The Public Accounts Committee responsible for reviewing the Welsh government’s grants system after the Awema scandal has published its final recommendations, which include more stringent conditions for recipients and a call for an annual report into statutory funding of the sector.

A committee comprising of MPs from all of the main Welsh political parties make 18 recommendations in its Grants Management in Wales report published last week, noting that “the evidence we have received strongly suggests that the Welsh government has historically had no consistent process with which to assess the viability of grant recipients”.

Top of its recommendations is the publication of an annual report by the government detailing how individual grants were reviewed, what alternative funding options were considered and how the government evaluates the effectiveness of external organisations managing the distribution of funds.

The committee advise that the first such report should be completed before December 2013. Prior to its publication, the committee advises, an investigation of any breaches of the code of practice for funding the third sector should be investigated and included in the report.

Recommendations also include more stringent conditions for charities receiving funding, specifically that they must report any significant changes in trustees to the Welsh government, any resignation of external auditors or any significant lapse of constitutionally required meetings. Also that any breach of the organisation’s governing document regarding trustee meetings must be reported.

Awema details come to light

The recommendations are made in light of the ongoing Wales Audit Office review of the Welsh government’s relationship with the All Wales Ethnic Minority Association, which received £8.4m in public funding, but was shut down after allegations of financial irregularity were made against its CEO. The Welsh government came under fire for its funding arrangements and handling of the situation, with funding only severed after six trustees, including the vice-chair, resigned.

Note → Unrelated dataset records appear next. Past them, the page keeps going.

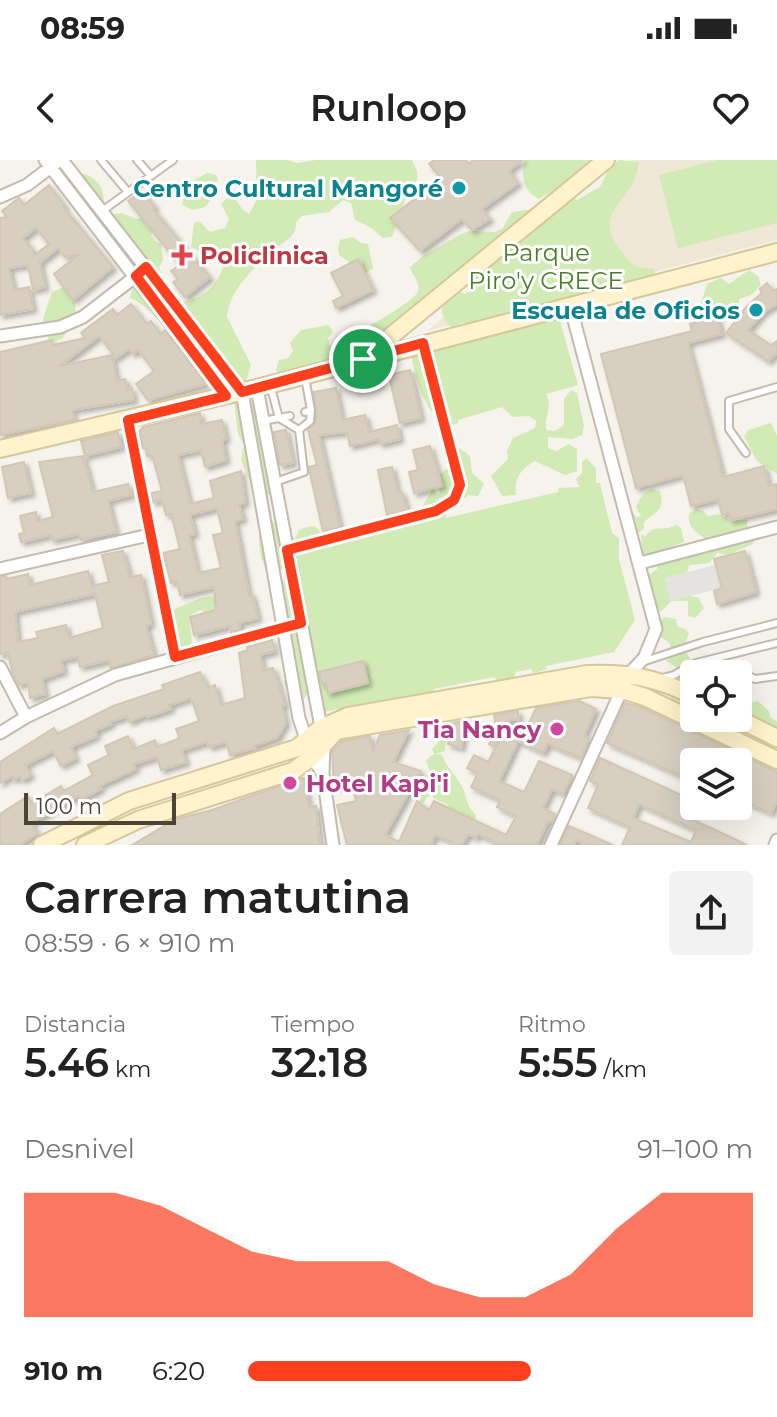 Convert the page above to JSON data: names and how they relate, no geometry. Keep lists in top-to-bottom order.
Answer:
{
  "parks": ["Parque Piro'y CRECE"],
  "places": {
    "other": [
      "Centro Cultural Mangoré",
      "Escuela de Oficios",
      "Tia Nancy",
      "Hotel Kapi'i"
    ],
    "health": ["Policlinica"]
  },
  "scale_bar": "100 m",
  "page": {
    "status": "08:59",
    "header": "Runloop",
    "scale": "100 m",
    "heading": ["Carrera matutina", "08:59 · 6 × 910 m"],
    "stats": [
      ["Distancia", "5.46 km"],
      ["Tiempo", "32:18"],
      ["Ritmo", "5:55 /km"]
    ],
    "chart": ["Desnivel", "91–100 m"],
    "list": [
      {
        "name": "910 m",
        "note": "6:20"
      }
    ]
  }
} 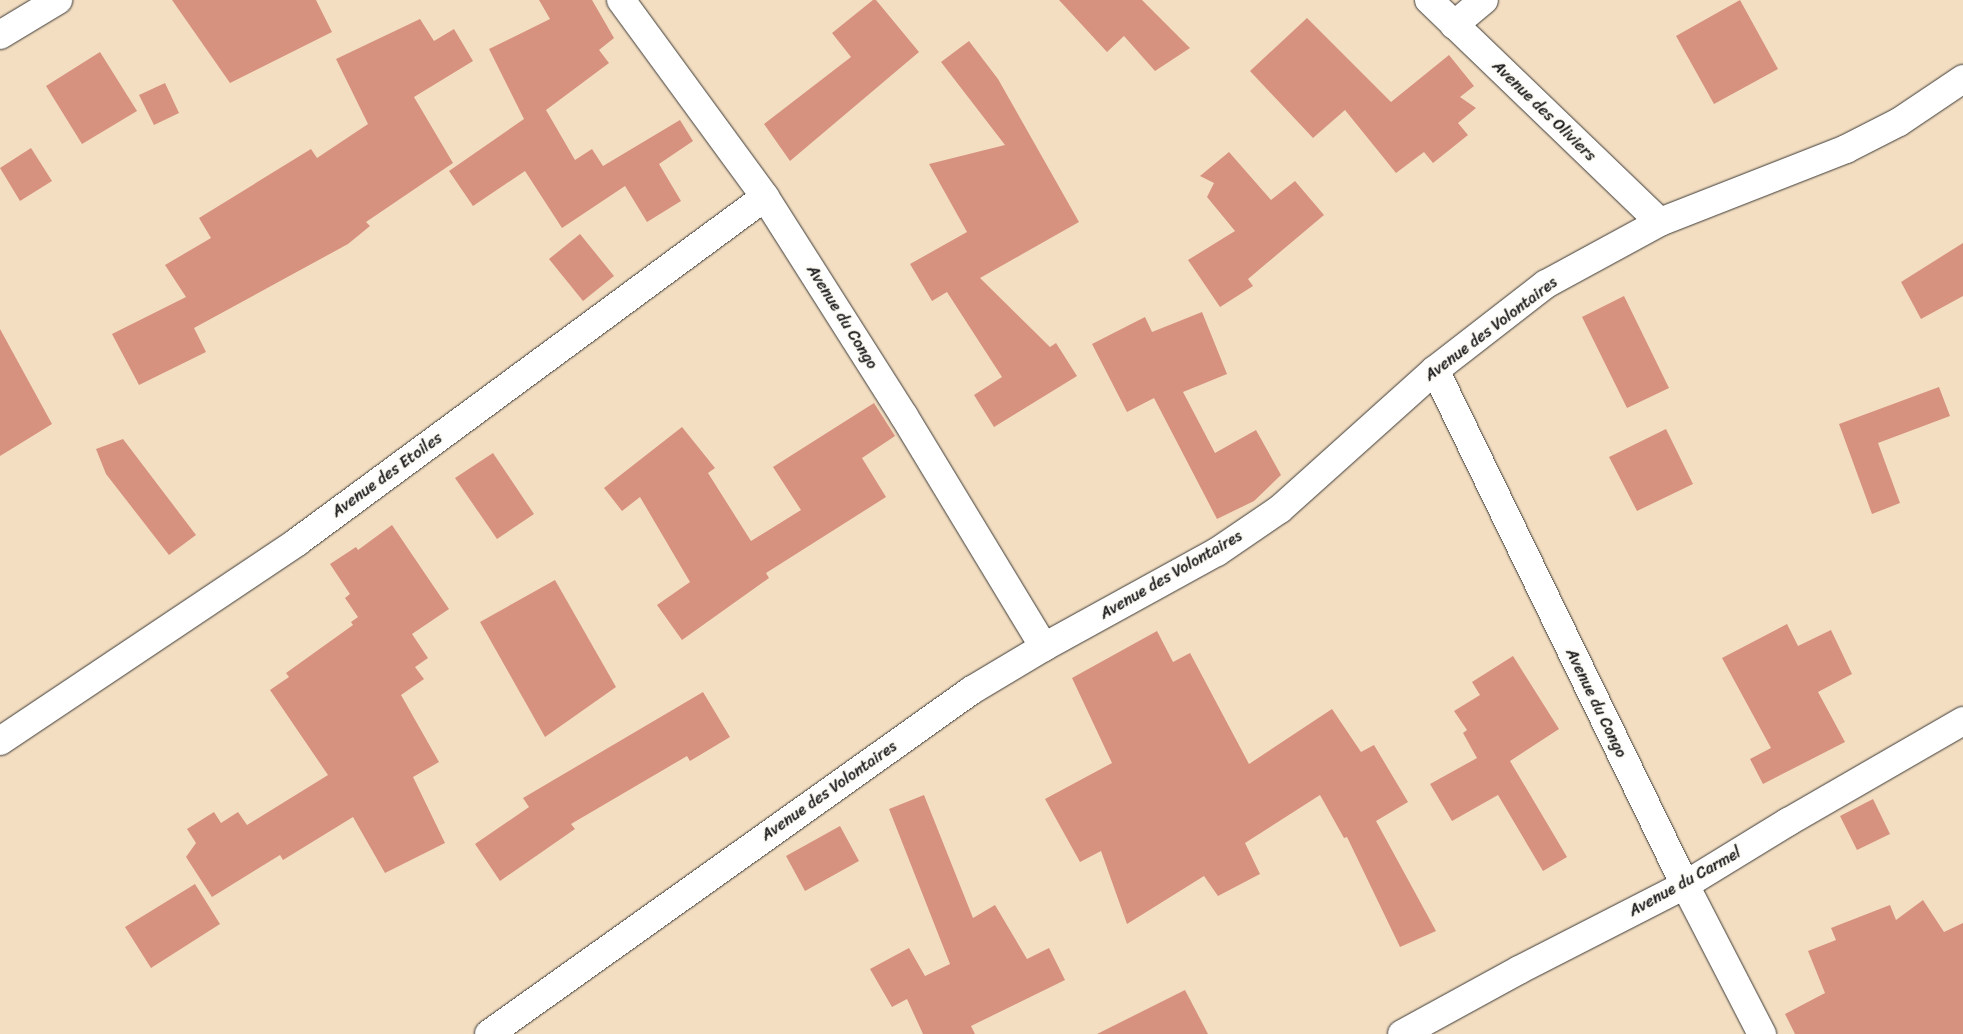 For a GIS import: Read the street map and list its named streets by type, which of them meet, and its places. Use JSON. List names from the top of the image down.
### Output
{
  "streets": {
    "street": [
      "Avenue des Oliviers",
      "Avenue du Congo",
      "Avenue des Volontaires",
      "Avenue des Etoiles",
      "Avenue du Carmel"
    ]
  },
  "crossings": [
    ["Avenue des Oliviers", "Avenue des Volontaires"],
    ["Avenue du Congo", "Avenue des Volontaires"],
    ["Avenue du Congo", "Avenue des Etoiles"],
    ["Avenue du Congo", "Avenue du Carmel"]
  ]
}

The committee quoted oral evidence from former Permanent Secretary of the Welsh government, who said “if you look at the history, we should have graded [Awema] as a high-risk organisation”. This reflects the findings of the Wales Audit Office, which, in a report into the situation in October 2012, recommended an overhaul of public funding to the sector, saying the Welsh government’s grant handling was “often weak”.

In particular the committee makes several recommendations relating to advance payment of grants, such as was the case for Awema, noting that a business case should be made for external organisations to receive advance payments on a grant. The committee advised that in an evidence-gathering session on grants management arrangements in Scotland it was noted that, “there was a balance to be struck between public money sitting for months in a voluntary organisation’s bank account generating interest, and being paid three months in arrears and therefore requiring voluntary sectors to divert income from other funding areas to make up the shortfall, or lose staff.”

The committee added that:

“In our interim report on grants management, we sought to draw a distinction between ‘advance payments’ and ‘payments in advance of need’. We consider that the ‘payments in advance of need’ are not acceptable, and are disappointed that the Welsh European Funding Office made an assumption that third sector organisations (including Awema) would automatically be in need of advance payment. We note that WEFO has subsequently strengthened its controls around advance payments.”

In Awema’s case, payments made in advance were not being passed on by the charity to its project partners. Welsh government officials told the PAC that it was ignorant of the fact at the time, saying:

“We were under the impression that funding was being passed on to joint sponsors. That has now become a more explicit requirement in our grant agreements, but given that more than 65 per cent of the business was being taken forward through joint sponsors, we had anticipated that Awema would be passing on that advance to the Valleys Regional Equality Council and other organisations that were involved in delivery. It materialised that it was not passing it on, or at least not in its entirety, and clearly that is a lesson that we have learned.”